Published online by Cambridge University Press: 07 July 2006
Summary
Background and objectives: Apoptosis occurs after thermal injury and may result from either ischaemic intestinal insult or inflammatory mediators released after burn injury. The aim of the study was to investigate the effects of propofol and ketamine on gut epithelium apoptosis after burn injury. Methods: Sixty male Wistar Albino rats were randomly assigned into four groups. Anaesthesia was induced and maintained with propofol in Groups 1 and 2, and ketamine in Groups 3 and 4 over 12 h. Groups 2 and 4 received 30% total body surface area burn. Groups 1 and 3 had no burn injury. Mean arterial pressure was maintained within 10% of baseline levels in all animals. At 12 h postburn, animals were sacrificed and tissue samples were taken from small intestine for determination of lipid peroxidation, apoptosis and proliferation. Also blood samples were taken for measurement of serum tumor necrosis factor-alpha (TNF-α) levels. Results: Ileal malondialdehyde (MDA) concentration (extent of lipid peroxidation) increased significantly in Group 4 (112.4 ± 10.2 nmol g−1) compared to Group 3 (48.4 ± 5.6 nmol g−1) and Group 2 (59.8 ± 3.2 nmol g−1). The mean TNF-α level in Group 4 (118.9 ± 10.5 pg mL−1) at 12 h postburn was significantly higher than the mean in Group 2 (56.4 ± 4.3 pg mL−1).
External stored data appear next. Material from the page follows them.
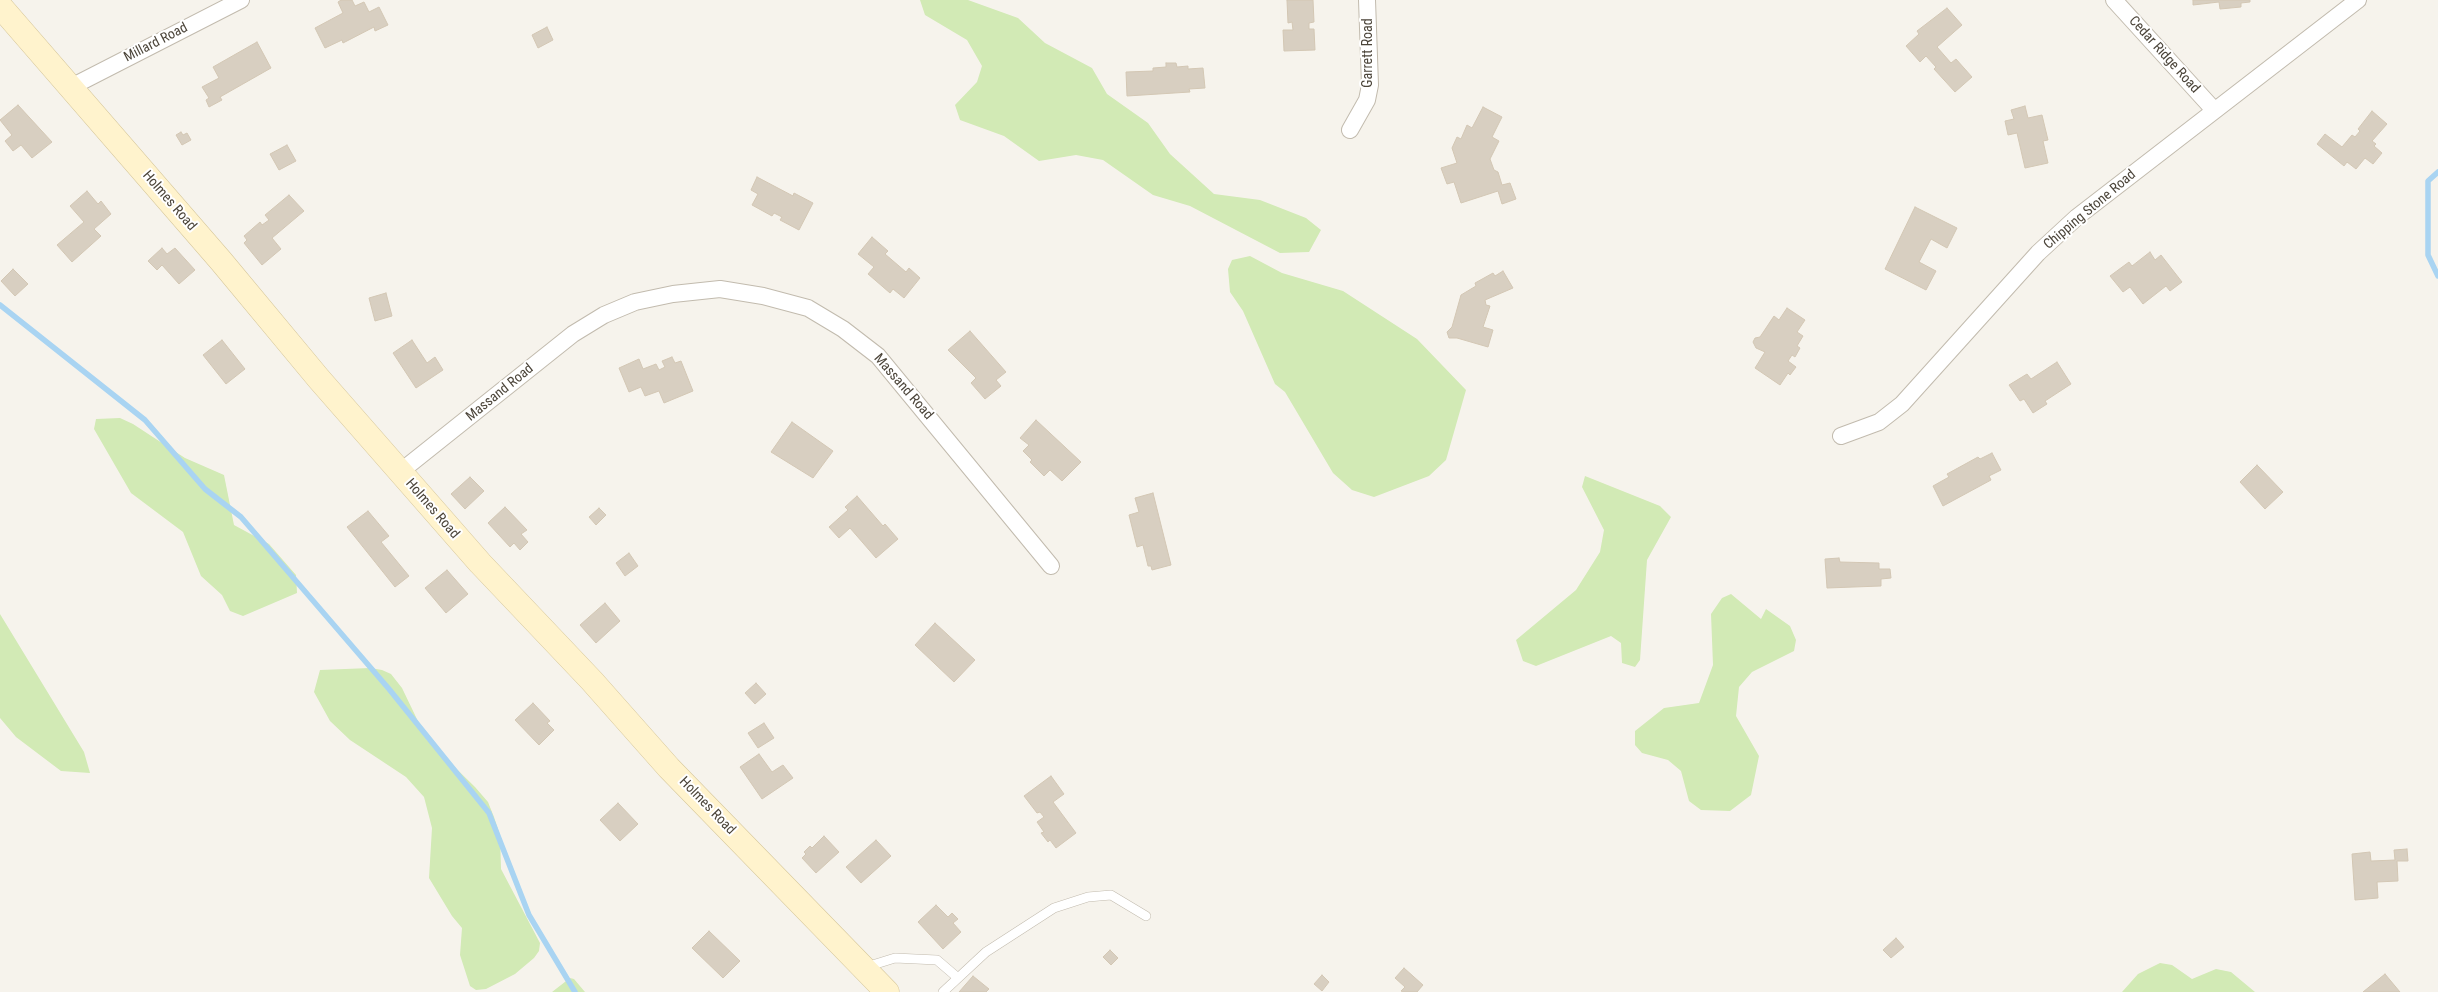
<!DOCTYPE html>
<style>
body{margin:0}
canvas{display:block;background:#f6f3ec}
</style>
<canvas width="2438" height="992"></canvas>
<script>
const c = document.querySelector('canvas').getContext('2d');
c.lineJoin = 'round';
function fillPath(path, color) { c.fillStyle = color; c.fill(path, 'evenodd'); }
const poly = rows => new Path2D(rows.map(r => 'M' + r).join(''));
function stroke(path, color, width, dash) { c.strokeStyle = color; c.lineWidth = width; c.lineCap = dash ? 'butt' : 'round'; c.setLineDash(dash || []); c.stroke(path); }
function write(font, color, halo, rows, align = 'center') {
  c.font = font + ' "Roboto Condensed",sans-serif'; c.lineWidth = 4; c.setLineDash([]); c.textBaseline = 'middle'; c.strokeStyle = halo; c.fillStyle = color; for (const [text, x, y, turn = 0] of rows) {
    c.save(); c.translate(x, y); c.rotate((+turn || 0) * Math.PI / 180); c.textAlign = isNaN(turn) ? turn : align; if (halo) c.strokeText(text, 0, 0); c.fillText(text, 0, 0); c.restore();
  }
}
fillPath(poly([
 [920,0,968,0,1018,18,1045,43,1092,68,1107,94,1148,123,1170,154,1214,194,1260,200,1306,218,1321,230,1309,252,1280,253,1190,206,1153,195,1103,160,1076,155,1039,161,1004,136,960,120,955,105,977,82,982,66,967,40,925,15],
 [1250,256,1282,273,1343,291,1417,339,1466,390,1446,460,1429,476,1374,497,1352,490,1333,473,1285,392,1275,384,1243,311,1230,292,1228,269,1232,260],
 [120,418,133,424,185,458,224,475,234,525,269,544,296,575,297,593,243,616,230,611,222,595,201,576,183,532,131,493,94,429,96,419],
 [1585,476,1660,506,1671,517,1647,560,1640,660,1635,667,1622,663,1621,643,1611,636,1536,666,1523,661,1516,640,1576,590,1600,552,1604,530,1582,487],
 [1731,594,1761,619,1766,609,1790,626,1796,640,1794,651,1752,672,1739,687,1736,716,1759,756,1751,795,1730,811,1701,810,1689,801,1681,771,1668,760,1642,753,1635,745,1635,731,1664,708,1699,703,1713,665,1711,614,1722,598],
 [0,614,84,752,90,773,61,771,16,737,0,718],
 [370,668,382,670,391,674,402,688,427,740,475,787,488,802,494,817,500,835,501,869,540,943,539,951,534,958,515,974,486,989,476,990,470,986,460,955,462,928,452,916,429,878,432,828,424,797,406,777,350,740,330,721,314,692,320,670],
 [2160,963,2172,965,2192,979,2216,969,2231,972,2255,992,2122,992,2138,974],
 [570,978,574,979,585,992,552,992]
]), '#d2eab5');
stroke(poly([
 [2438,172,2428,181,2428,255,2438,276],
 [0,305,145,420,205,489,241,517,389,689,489,813,529,915,575,992]
]), '#a9d4f2', 5.5);
const building = poly([
 [341,0,352,0,355,6,364,2,369,12,379,7,388,25,375,31,374,27,343,43,342,40,325,48,315,28,343,13,338,2,341,0],
 [1287,0,1313,0,1314,22,1309,23,1309,29,1314,29,1315,50,1284,51,1283,30,1293,30,1292,22,1288,23,1287,0],
 [2193,0,2250,0,2250,2,2241,3,2241,7,2220,9,2219,2,2193,5,2193,0],
 [1947,8,1962,25,1937,47,1951,63,1956,59,1972,77,1955,92,1934,69,1936,67,1926,56,1920,62,1906,46,1919,34,1917,31,1947,8],
 [547,27,553,40,538,48,532,35,547,27],
 [257,42,271,68,220,97,222,100,209,107,206,100,209,98,202,87,219,78,213,67,257,42],
 [1166,63,1176,63,1177,67,1188,66,1188,69,1203,68,1205,88,1189,89,1190,92,1127,96,1126,72,1153,71,1153,68,1166,67,1166,63],
 [18,105,52,142,32,158,21,145,13,151,5,141,12,135,0,120,18,105],
 [2025,106,2028,118,2042,115,2048,140,2043,141,2048,163,2025,168,2017,133,2008,135,2005,121,2014,119,2011,110,2025,106],
 [1483,107,1502,117,1492,137,1499,141,1490,159,1494,170,1498,172,1502,185,1510,183,1516,199,1502,204,1498,191,1461,203,1454,182,1447,184,1441,168,1457,163,1452,148,1457,137,1461,139,1467,125,1472,128,1483,107],
 [2372,111,2387,124,2372,141,2376,144,2374,146,2382,153,2373,164,2365,158,2356,169,2347,162,2344,166,2317,144,2325,134,2342,147,2352,135,2355,137,2360,131,2358,129,2372,111],
 [181,132,183,135,187,133,191,140,182,145,176,135,181,132],
 [287,145,296,161,279,170,270,154,287,145],
 [757,177,793,196,794,193,813,203,799,230,780,220,782,217,774,213,772,216,752,205,758,194,751,190,757,177],
 [87,191,98,204,101,201,111,214,94,229,101,236,72,262,57,245,84,222,70,206,87,191],
 [289,195,304,211,272,238,281,249,262,265,244,243,247,240,244,236,260,222,262,225,269,220,265,215,289,195],
 [1915,207,1957,228,1947,248,1931,239,1919,262,1936,271,1926,290,1885,269,1915,207],
 [872,237,888,251,885,254,906,272,909,268,920,278,904,298,893,289,890,293,868,274,874,267,858,254,872,237],
 [162,248,167,254,175,248,195,270,179,284,162,265,157,270,148,261,162,248],
 [2150,252,2155,260,2161,255,2182,282,2170,291,2166,286,2143,304,2130,287,2123,292,2110,276,2129,262,2132,266,2150,252],
 [13,269,28,284,15,296,1,281,13,269],
 [1503,271,1513,288,1485,300,1486,305,1490,306,1483,327,1493,330,1488,347,1457,338,1449,338,1447,332,1452,327,1461,295,1476,286,1475,283,1493,273,1495,276,1503,271],
 [386,293,392,316,375,321,369,298,386,293],
 [1787,308,1805,320,1797,332,1803,336,1797,346,1800,348,1795,357,1792,355,1788,361,1796,367,1790,375,1788,373,1780,385,1755,368,1765,352,1756,348,1753,342,1755,338,1760,337,1774,316,1779,320,1787,308],
 [970,331,1006,372,996,380,1001,386,985,399,971,383,976,378,948,350,970,331],
 [222,340,245,369,226,384,203,355,222,340],
 [412,340,427,363,435,357,443,370,416,388,393,353,412,340],
 [672,357,675,363,681,361,693,391,664,403,659,391,645,396,641,387,629,392,619,368,639,359,643,369,656,364,659,370,665,367,662,361,672,357],
 [2057,362,2071,384,2045,401,2047,404,2033,413,2024,399,2020,401,2009,385,2027,374,2031,379,2057,362],
 [1036,420,1081,462,1062,481,1050,470,1044,476,1030,462,1032,460,1023,451,1029,445,1020,438,1036,420],
 [792,422,833,451,813,478,771,452,792,422],
 [1992,453,2001,470,1989,476,1991,480,1943,506,1933,486,1949,477,1947,474,1978,457,1980,459,1992,453],
 [2257,465,2283,492,2265,509,2240,482,2257,465],
 [470,477,484,491,465,509,451,494,470,477],
 [1153,493,1171,565,1152,570,1151,566,1148,566,1143,545,1137,547,1129,515,1139,512,1135,498,1153,493],
 [857,496,883,526,885,524,898,539,876,558,850,528,839,538,829,527,848,510,845,507,857,496],
 [505,507,527,530,521,534,528,542,520,550,514,543,510,547,488,523,505,507],
 [599,508,606,515,596,525,589,517,599,508],
 [368,511,389,536,381,542,409,576,395,587,347,527,368,511],
 [629,553,638,566,625,576,616,563,629,553],
 [1839,558,1840,562,1879,563,1879,569,1890,569,1891,578,1881,579,1881,586,1827,588,1825,559,1839,558],
 [447,570,468,594,446,613,425,588,447,570],
 [605,603,620,621,596,643,580,625,605,603],
 [935,623,975,660,954,682,915,645,935,623],
 [756,683,766,694,755,704,745,693,756,683],
 [533,703,550,721,547,723,554,730,539,745,515,720,533,703],
 [764,723,774,738,758,748,748,733,764,723],
 [759,754,772,772,783,765,793,778,762,799,740,767,759,754],
 [1051,776,1064,794,1053,802,1076,833,1056,848,1050,840,1048,842,1041,833,1044,832,1037,822,1044,817,1040,812,1037,813,1024,796,1051,776],
 [618,803,638,824,620,841,600,820,618,803],
 [824,836,839,852,816,873,802,858,806,854,804,852,810,846,812,848,824,836],
 [876,840,891,856,861,883,846,867,876,840],
 [2407,849,2408,861,2397,861,2398,881,2377,882,2378,898,2355,900,2352,854,2370,852,2371,861,2395,860,2394,850,2407,849],
 [936,905,948,917,952,913,958,919,953,923,961,932,943,949,918,922,936,905],
 [709,931,740,961,723,978,692,948,709,931],
 [1896,938,1904,947,1891,958,1883,950,1896,938],
 [1110,950,1118,958,1111,965,1103,957,1110,950],
 [1404,968,1423,985,1417,992,1403,992,1401,991,1405,987,1395,978,1404,968],
 [2385,974,2400,992,2363,992,2385,974],
 [1322,975,1329,982,1322,991,1314,984,1322,975],
 [973,976,989,989,986,992,959,992,973,976]
]);
fillPath(building, '#d8cfc1');
stroke(building, '#d3c7b4', 1);
const lane = poly([
 [866,967,895,958,937,960,958,978],
 [943,992,986,952,1054,908,1088,897,1111,895,1146,916]
]);
const street = poly([
 [2114,0,2214,110],
 [71,87,241,0],
 [1350,130,1367,100,1370,85,1367,0],
 [1841,436,1879,422,1902,404,2038,253,2077,217,2358,0],
 [400,472,573,334,604,315,635,302,673,294,720,289,763,296,808,308,843,329,878,356,1051,566]
]);
const secondary = poly([
 [0,6,221,261,319,379,480,563,592,681,669,768,887,992]
]);
stroke(lane, '#c2bbae', 10);
stroke(street, '#c2bbae', 18);
stroke(secondary, '#d6c79b', 25);
stroke(lane, '#fff', 9);
stroke(street, '#fff', 16);
stroke(secondary, '#fff3cd', 24);
write('14px', '#4b4439', '#fff', [
 ["Millard Road",156,43,-27],
 ["Garrett Road",1368,53,-90],
 ["Cedar Ridge Road",2164,55,48],
 ["Holmes Road",169,201,49],
 ["Chipping Stone Road",2090,210,-40],
 ["Massand Road",903,387,49],
 ["Massand Road",500,393,-39],
 ["Holmes Road",432,509,49],
 ["Holmes Road",707,806,46]
]);
</script>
Group 4 had the highest mean TUNEL index (terminal deoxyuridine nick-end labelling – an index of extent of apoptosis) of all the groups (265/10). Also the mean TUNEL index value in Group 2 (53/10) was higher than that of Group 1 (3/10) and Group 3 (5/10). The proliferating cell nuclear antigen index (extent of proliferation) remained unchanged among groups. Conclusions: Propofol could offer a protection against apoptosis of enterocytes with a stable tissue MDA and serum TNF-α level compared to ketamine anaesthesia in an animal model of burn injury.